PBS Correspondent Jane Ferguson on Why Russia’s War in Ukraine Has Been So Dangerous For Journalists
Photo by Allison Michael Orenstein
Jane Ferguson had a terrifying first 36 hours in Kyiv.
Two weeks ago, the experienced foreign correspondent arrived in the Ukrainian capital. She planned a reporting trip to Irpin, a suburb northwest of Kyiv that has seen intense fighting.
Ferguson, a special correspondent for PBS NewsHour and contributor to the New Yorker, had unfortunate timing. The day she and her crew arrived was a bloody one for the press in Ukraine, which is reporting on a Russian invasion that, in less than a month, has killed at least five journalists and wounded more.
Brent Renaud, a documentary filmmaker who was in Ukraine on assignment for Time, was killed by Russian forces in Irpin the day Ferguson arrived. The next day, Russian forces attacked a Fox News crew near Kyiv, wounding correspondent Benjamin Hall, and killing cameraman Pierre Zakrzewski and the network’s fixer, local journalist Oleksandra Kuvshynova.
“That’s an unbelievable toll,” Ferguson told me on this week’s episode of The Interview.
As Ferguson and her crew made their way to Irpin, they were stopped by Ukrainian forces at a checkpoint just outside Kyiv. The soldiers told said they couldn’t pass.
“And of course, we naturally start arguing,” she recalled, “and then they pointed to a body in the grass next to us and said, ‘That’s a dead journalist.'”

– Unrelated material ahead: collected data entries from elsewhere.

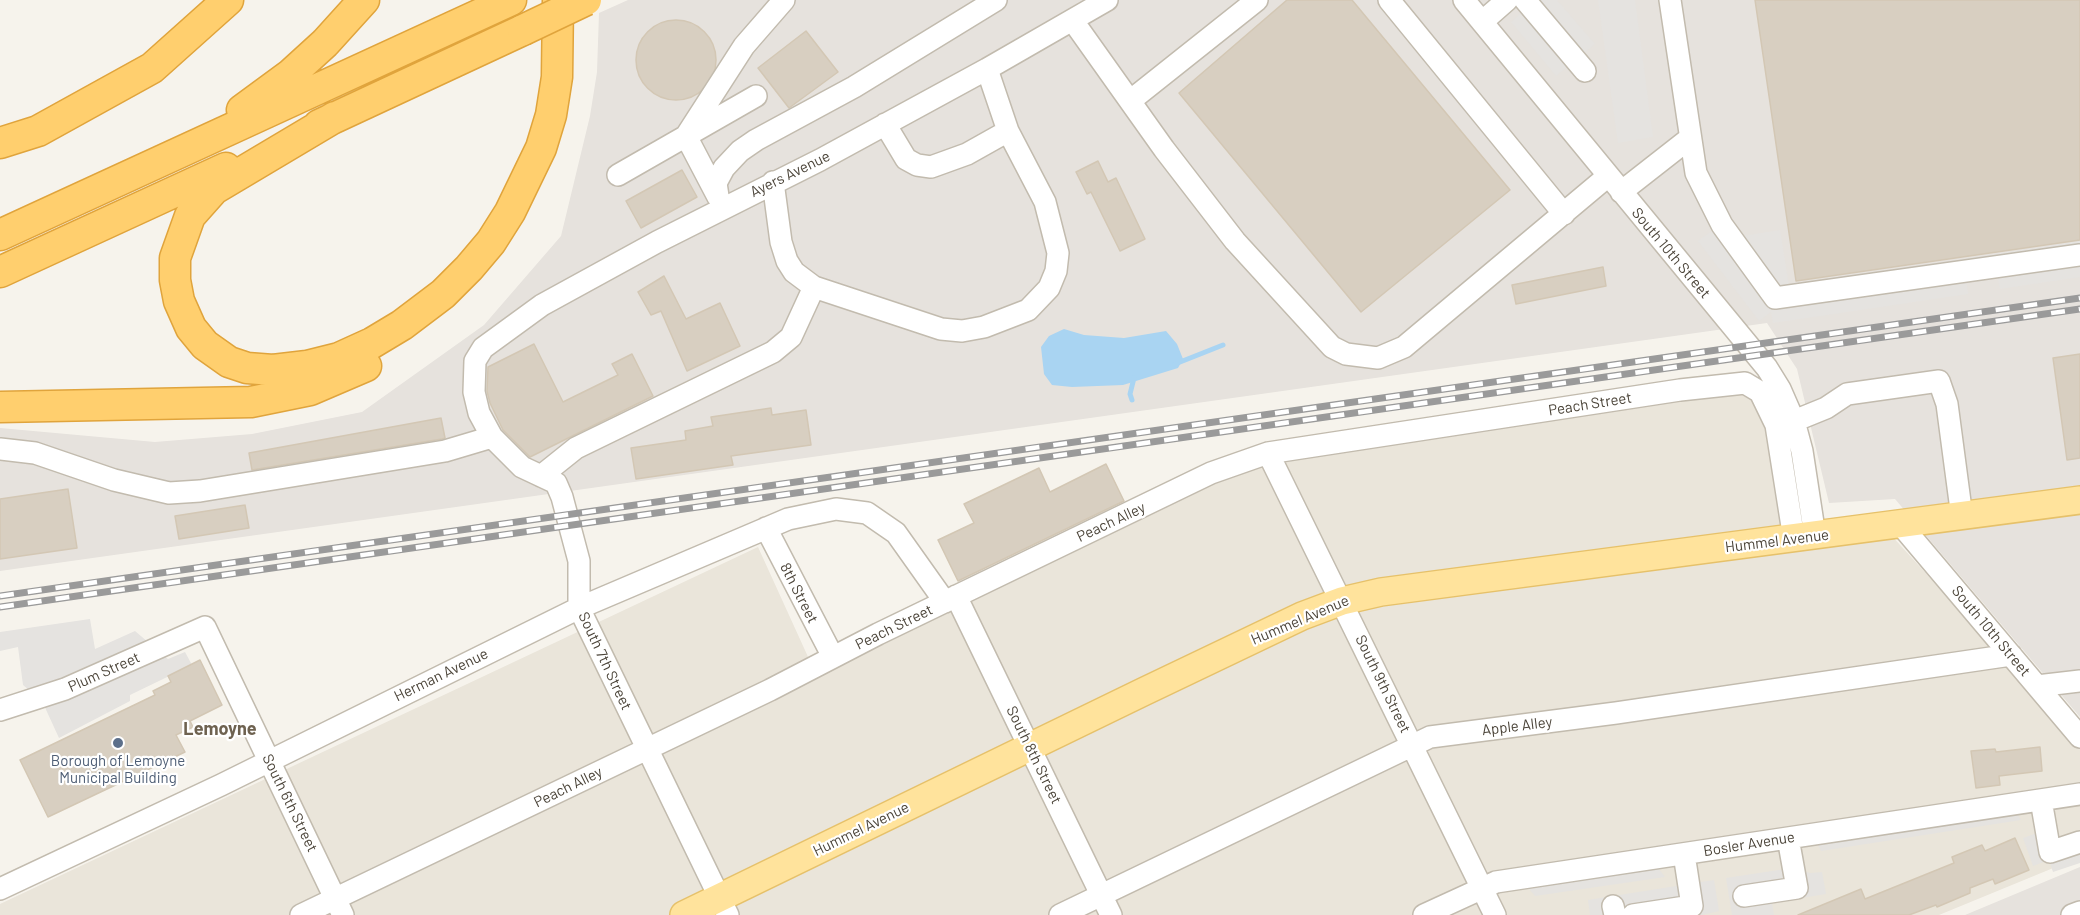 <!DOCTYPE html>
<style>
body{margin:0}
canvas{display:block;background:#f6f3ec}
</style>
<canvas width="2080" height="915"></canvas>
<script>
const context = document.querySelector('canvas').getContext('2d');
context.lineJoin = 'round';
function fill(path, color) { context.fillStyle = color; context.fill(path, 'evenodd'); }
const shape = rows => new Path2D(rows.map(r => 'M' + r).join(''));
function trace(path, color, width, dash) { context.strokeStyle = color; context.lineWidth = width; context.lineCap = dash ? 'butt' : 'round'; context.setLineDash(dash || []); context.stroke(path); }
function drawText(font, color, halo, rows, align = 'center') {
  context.font = font + ' Barlow,sans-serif'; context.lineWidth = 4.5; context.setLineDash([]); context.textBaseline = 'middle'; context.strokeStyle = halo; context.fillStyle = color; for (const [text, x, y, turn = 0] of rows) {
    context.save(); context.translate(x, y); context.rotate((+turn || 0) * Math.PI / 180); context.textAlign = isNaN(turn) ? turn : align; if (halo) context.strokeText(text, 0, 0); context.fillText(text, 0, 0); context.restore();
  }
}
fill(shape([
 [1747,371,1768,421,1796,547,1890,534,2080,742,2080,857,1939,915,0,915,0,904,758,547,809,659,1267,443]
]), '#eae5da');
fill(shape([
 [628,0,2080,0,2080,717,1895,499,1829,503,1797,369,1767,323,0,571,0,428,155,442,252,434,362,412,484,325,561,236,590,116,597,72,599,13],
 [2080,867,2080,915,1965,915]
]), '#e6e2dd');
fill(shape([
 [1518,0,1557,0,1595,44,1556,76,1511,22,1526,9],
 [1598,0,1635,0,1653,137,1618,143],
 [1720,225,1730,238,1780,230,1789,286,2080,241,2080,277,2000,289,1996,267,1965,271,1968,294,1773,323,1771,312,1759,321,1698,241],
 [90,619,95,649,135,631,168,659,185,652,192,665,130,695,130,701,59,738,42,701,23,685,18,647,0,651,0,632],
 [2013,806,2021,820,1821,851,1814,837],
 [2051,828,2056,840,2080,832,2080,863,2053,872,2049,860,2033,866,2023,838],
 [1655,864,1665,877,1535,896,1525,884],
 [1792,868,1810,873,1822,872,1826,894,1772,903,1774,915,1732,915,1726,878],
 [1714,880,1719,911,1701,915,1590,915,1588,900]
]), '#e5e3e0');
fill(shape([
 [1064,329,1084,335,1124,338,1166,331,1177,344,1183,359,1178,368,1123,385,1072,387,1052,385,1044,374,1041,347,1049,336]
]), '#a9d4f2');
trace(shape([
 [1175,364,1223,345],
 [1132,400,1130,394,1134,378]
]), '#a9d4f2', 5);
const building = shape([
 [1287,0,1352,0,1510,190,1361,312,1179,93,1287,0],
 [1755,0,2080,0,2080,240,1796,281,1755,0],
 '636 60a40 40 0 1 1 80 0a40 40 0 1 1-80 0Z',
 [806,31,838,72,789,108,758,68,806,31],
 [1098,161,1108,182,1116,178,1145,239,1120,251,1091,192,1087,194,1076,172,1098,161],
 [682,170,697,197,641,228,626,201,682,170],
 [1603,267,1606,286,1516,304,1512,285,1603,267],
 [664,276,686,319,720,303,740,346,687,371,661,311,651,315,638,292,664,276],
 [534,344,563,402,618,375,612,364,632,354,653,396,530,457,503,430,490,403,487,391,488,367,534,344],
 [2080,354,2080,458,2067,460,2053,358,2080,354],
 [771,408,772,415,806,410,811,445,731,456,733,465,636,479,631,448,686,440,685,431,713,426,711,417,771,408],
 [441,418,445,438,442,439,252,470,249,453,441,418],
 [1106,464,1124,501,958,581,938,540,974,523,964,504,1039,468,1050,492,1106,464],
 [68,489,77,548,0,559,0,499,68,489],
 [245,505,249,528,179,539,175,516,245,505],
 [200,660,222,705,190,721,193,727,176,735,185,752,48,817,20,760,155,695,153,691,171,682,168,676,200,660],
 [2040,747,2042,771,1999,776,2000,785,1976,788,1971,751,1995,749,1996,752,2040,747],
 [2015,838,2029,870,1995,884,1993,879,1970,888,1970,893,1937,907,1936,905,1909,915,1798,915,1861,889,1865,899,1954,863,1952,857,1982,845,1985,851,2015,838]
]);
fill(building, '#d8cfc1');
trace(building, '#d3c7b4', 1.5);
const minor = shape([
 [1389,0,1564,214],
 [1464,0,1767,368,1780,389,1794,421,1802,451,1815,536],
 [1525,0,1585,71],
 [1670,0,1696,173,1722,225,1775,298,2080,255],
 [1073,21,1164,149,1235,241,1332,347,1346,354,1378,358,1404,347,1608,176],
 [1482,22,1507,0],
 [1130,101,1257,0],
 [885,124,906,159,917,165,931,167,967,154,1008,131],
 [618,175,756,96],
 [773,182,781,242,787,261,794,272,814,287,941,329,962,331,984,327,1028,310,1049,288,1056,271,1058,253,1045,202,1008,131,987,69],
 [1621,192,1690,138],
 [718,196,716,183,724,168,740,151,756,140,854,87,996,0],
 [718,197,686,136,744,46,784,0],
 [1794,421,1826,408,1847,394,1939,381,1947,404,1962,517],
 [0,449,35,453,114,480,169,493,200,491,445,451,492,437],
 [1268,453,1495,915],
 [541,476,576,448,773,352,791,337,814,287],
 [1901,525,2080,737],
 [766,528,833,657],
 [956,596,1111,915],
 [2037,686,2080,681],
 [0,710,65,689,205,627,343,915],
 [2041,800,2050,852,2080,842],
 [0,889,221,785,579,608,788,519,836,509,867,513,896,533,945,602],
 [1744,896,1797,888,1788,838],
 [1613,906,1615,915],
 [301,915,770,690,878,634,1211,473,1268,453,1680,390,1745,383,1760,392,1776,425,1794,539],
 [728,915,579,608,579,561,562,497,556,483,522,467,492,437,479,413,474,392,475,361,483,348,542,305,657,242,820,160,987,69,1107,0],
 [1060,915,1430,737,1616,713,2011,655],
 [1424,915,1496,882,2080,794],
 [1633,915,1692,906,1684,854],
 [2072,915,2080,912]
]);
const major = shape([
 [684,915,1143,692,1302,616,1342,601,1381,592,2080,500]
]);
const highway = shape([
 [242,110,291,74,325,43,364,0],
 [335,117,214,189,190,216,175,258,175,280,179,301,191,328,205,345,229,362,247,368,273,370,307,366,339,358,372,343,402,325,443,294,469,268,491,242,510,212,541,148,551,115,557,77,558,0],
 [319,125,523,30],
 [0,143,38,131,152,68,228,0],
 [0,235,511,0],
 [0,272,226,168],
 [0,407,251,402,310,390,366,366]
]);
trace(minor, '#c2bbae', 24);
trace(major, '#e6c16a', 30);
trace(highway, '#e0a43c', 33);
trace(minor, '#fff', 21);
trace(major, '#ffe39c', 27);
trace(highway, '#ffcf6e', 30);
const rail = shape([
 [0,596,2080,298],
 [0,607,2080,309]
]);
trace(rail, '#9a9a9a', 7);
trace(rail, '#fff', 4.5, [14]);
const highwayBridge = shape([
 [523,30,586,0]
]);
trace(highwayBridge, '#e0a43c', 33, []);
trace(highwayBridge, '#ffcf6e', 30);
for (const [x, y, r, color] of [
 [118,743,6,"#5c6f8a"]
]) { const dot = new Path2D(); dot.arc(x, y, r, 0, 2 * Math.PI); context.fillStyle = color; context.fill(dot); trace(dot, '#fff', 2); }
drawText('15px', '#4b4439', '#fff', [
 ["Ayers Avenue",790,174,-26],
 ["South 10th Street",1671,253,50],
 ["Peach Street",1590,404,-9],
 ["Peach Alley",1111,522,-25],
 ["Hummel Avenue",1777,541,-7],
 ["8th Street",799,593,63],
 ["Hummel Avenue",1300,620,-23],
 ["Peach Street",894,627,-26],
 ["South 10th Street",1991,631,50],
 ["South 7th Street",605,661,65],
 ["Plum Street",104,672,-24],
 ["Herman Avenue",441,675,-26],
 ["South 9th Street",1383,684,64],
 ["Apple Alley",1517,726,-7],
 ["South 8th Street",1034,755,64],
 ["Peach Alley",568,787,-26],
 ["South 6th Street",290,803,64],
 ["Hummel Avenue",861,829,-26],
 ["Bosler Avenue",1749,844,-9]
]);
drawText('15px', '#4e5e75', '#fff', [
 ["Borough of Lemoyne",118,761],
 ["Municipal Building",118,778]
]);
drawText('bold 18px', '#6e6250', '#fff', [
 ["Lemoyne",220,729]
]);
</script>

“It was Brent Renaud’s body, under a blanket, sat right there next to us,” Ferguson said. “And that was unbelievably sobering and tragic to see.”
The next morning, Ferguson was driving around with her crew as her cameraman filmed out of the window of their car.
“We know not to film, obviously, the checkpoints, but there wasn’t a checkpoint,” she said. “Instead, there happened to be a military facility to the left that was unmarked.”
“A gunman jumped out and surrounded our car in a way that was highly professional, highly charged and extraordinarily tense,” she continued. “For a second I was absolutely certain they’d shoot us.”
“Instead, they surrounded the car, pulled us out of the car at gunpoint. I mean, guns were pointed at us. Made us put our hands on the bonnet and roof of the car and held us there. They tried to take my cameraman away, but I made a big fuss and wouldn’t let them do that. But it was unbelievably tense. Those were Ukrainian forces, and many journalists I’ve talked to have had that experience.”
“That was my first 36 hours in this city,” she said.
Jane Ferguson and cameraman Eric O’Connor interview Arthur, a Ukrainian solder. Photo via PBS.
Ukraine is just the latest bloody conflict Ferguson has traveled to report on. She has covered the rise of ISIS in Iraq, snuck into Houthi-controlled Yemen disguised as a local to cover the famine caused by the civil war, and reported on the frantic evacuation from Afghanistan after the U.S. withdrawal.
But the pace of violence against journalists in Ukraine, Ferguson said, “has been unbelievably shocking.”
“It’s an incredibly dangerous place to work,” she said. “I think one of the most difficult things that journalists have been grappling with after hearing the news of every death is how do we possibly avoid that? Because very often these journalists are not doing something that the rest of us aren’t. They’re not pushing the envelope, going to incredibly dangerous places.”
The fact that the frontline in Ukraine remains so fluid, Ferguson said, makes calculating risk incredibly difficult.
“The problem here is that you could be just driving down the road that you’ve driven down 50 times and suddenly there’s gunfire, and no one will quite be able to explain to you where it comes from and who they are,” she said.
Ferguson explained that Ukraine is simply a different kind of war than the one she and other foreign correspondents have been covering since 2001.
“The last 20 years we’ve been covering post-911 wars,” she said. “We’ve been covering insurgencies. We’re either with the insurgents, embedded with them, or we’re more with the government forces. Here you’ve got two conventional armies fighting each other with heavy artillery fire, rockets, airstrikes. That means frontlines are extremely fluid and extremely deadly and indiscriminate. And that has been, I think, one of the biggest challenges of the last few weeks for journalists.”
Ferguson was born and raised in Northern Ireland. After graduating college during the 2008 financial crisis (not a bountiful time for jobs in journalism) she decided to travel to Yemen to learn Arabic. She would eventually work for Al Jazeera and CNN as a freelance reporter before joining PBS, winning Polk, Emmy, and DuPont awards along the way.